Tuesday, March 13th, 2007

Yes, I know, there is this great tool JRuby which will hopefully be an essential
part of the JDK in the near future, and yes there is
REST where Restlet seems to be the most promising framework,
but all I wanted is to speak with a very simple Java Interface from a Rails application.
So I thought there must be an easier way, but it has to deal with ongoing changes to the interface.
The answer for me was the Burlap protocol which you get with Spring for free.
All you have to do is to expose your Java bean with the Burlap exporter:


 <bean id="fooService"
 	class="com.agelion.server.impl.DummyService">

 <bean name="/FooService"
 		class="org.springframework.remoting.caucho.BurlapServiceExporter">
     <property name="service" ref="fooService"/>
     <property name="serviceInterface"
     			value="com.agelion.server.FooBackendService"/>
 </bean>

. Thats it for the Java side. Burlap is a very simple protocol where you dont map classes, what you get is a map with key, value pairs.
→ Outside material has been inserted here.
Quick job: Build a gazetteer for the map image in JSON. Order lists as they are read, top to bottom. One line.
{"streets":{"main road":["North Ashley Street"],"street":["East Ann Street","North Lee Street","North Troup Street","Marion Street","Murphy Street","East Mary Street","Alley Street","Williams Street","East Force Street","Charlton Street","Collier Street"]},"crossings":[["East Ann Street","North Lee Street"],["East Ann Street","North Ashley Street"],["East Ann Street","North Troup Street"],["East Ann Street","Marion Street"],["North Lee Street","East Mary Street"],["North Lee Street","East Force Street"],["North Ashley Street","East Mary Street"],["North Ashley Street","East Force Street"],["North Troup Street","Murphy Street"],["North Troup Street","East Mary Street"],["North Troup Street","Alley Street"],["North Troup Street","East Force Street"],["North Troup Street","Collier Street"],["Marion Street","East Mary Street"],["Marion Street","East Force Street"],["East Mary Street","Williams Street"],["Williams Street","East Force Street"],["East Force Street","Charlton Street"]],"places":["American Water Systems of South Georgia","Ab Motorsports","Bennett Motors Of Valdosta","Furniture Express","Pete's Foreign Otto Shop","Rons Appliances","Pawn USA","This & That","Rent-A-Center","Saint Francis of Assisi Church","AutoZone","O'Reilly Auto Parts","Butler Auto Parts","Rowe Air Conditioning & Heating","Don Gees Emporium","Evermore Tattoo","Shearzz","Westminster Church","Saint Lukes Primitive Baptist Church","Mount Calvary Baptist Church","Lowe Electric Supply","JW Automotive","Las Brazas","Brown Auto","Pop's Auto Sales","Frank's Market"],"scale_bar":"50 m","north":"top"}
But thats fine for me.

But also the Ruby side is easy to implement. I am still a newby with Ruby but that was relativly quick done (though its still not as easy to get information like you get for J2EE for instance, where you get too much information).
Because the Burlap protocol just supports the POST method you need the low level Ruby methods for Http:

Net::HTTP.start('localhost', 8080) do |request|
    response = request.post('/backendservice/FooService',
    	'<burlap:call><method>myMethod</method></burlap:call>')
 

And here we go. All you have to do is to parse this XML:


 vals = []
 XPath.each( Document.new(response.body),
 				"//burlap:reply/list/map/*")
	{|p|  vals << p.text }
 

And as I said, what you get are key-value pairs with the exception of the first element which descripes the original type (classname).
I converted it to a map skipping the first element in the array:

 @bashvals = {}
 1.step(vals.length-1, 2)
    { |i|  @bashvals[vals[i]] = vals[i+1] }

Testing with maven2

Tuesday, November 14th, 2006

While I like maven2 because of its productivity benefits now a simple task was taking me some time of research. I have to deal with some legacy code where some tests exists, but these are plain java code with main methods. I look forward to refactor them to junit tests, but step by step. So I have to tell maven what class to use and what not. For two reasons I’d like to gather them all in a testsuite. First I could start the suite easily from my IDE, and second I have another testsuite, which will require an external Corbaserver running. So I would like to seperate these tests.

There are two points to consider:

1) Because maven doesnt seem to work with suites you have to write a TestCase like this:


public class SuiteTest extends TestCase {

TestResult tr = null;

public void testSuite() {
TestSuite suite = (TestSuite) YourTestSuite.suite();
suite.run(tr);
}

public void run(TestResult res) {
tr = res;
testSuite();
}
}

2) Whereas in maven1 it was simple to configure the unit tests with the <unittest> tag, this doesnt work in maven2 anymore. In the pom.xml you have to configure the surefire plugin which runs the test. Thats not obvious for a maven1 user, so its not easy to find the right documentation. But the maven2 concept is to be more plugable. So its easier to include Testng for instance.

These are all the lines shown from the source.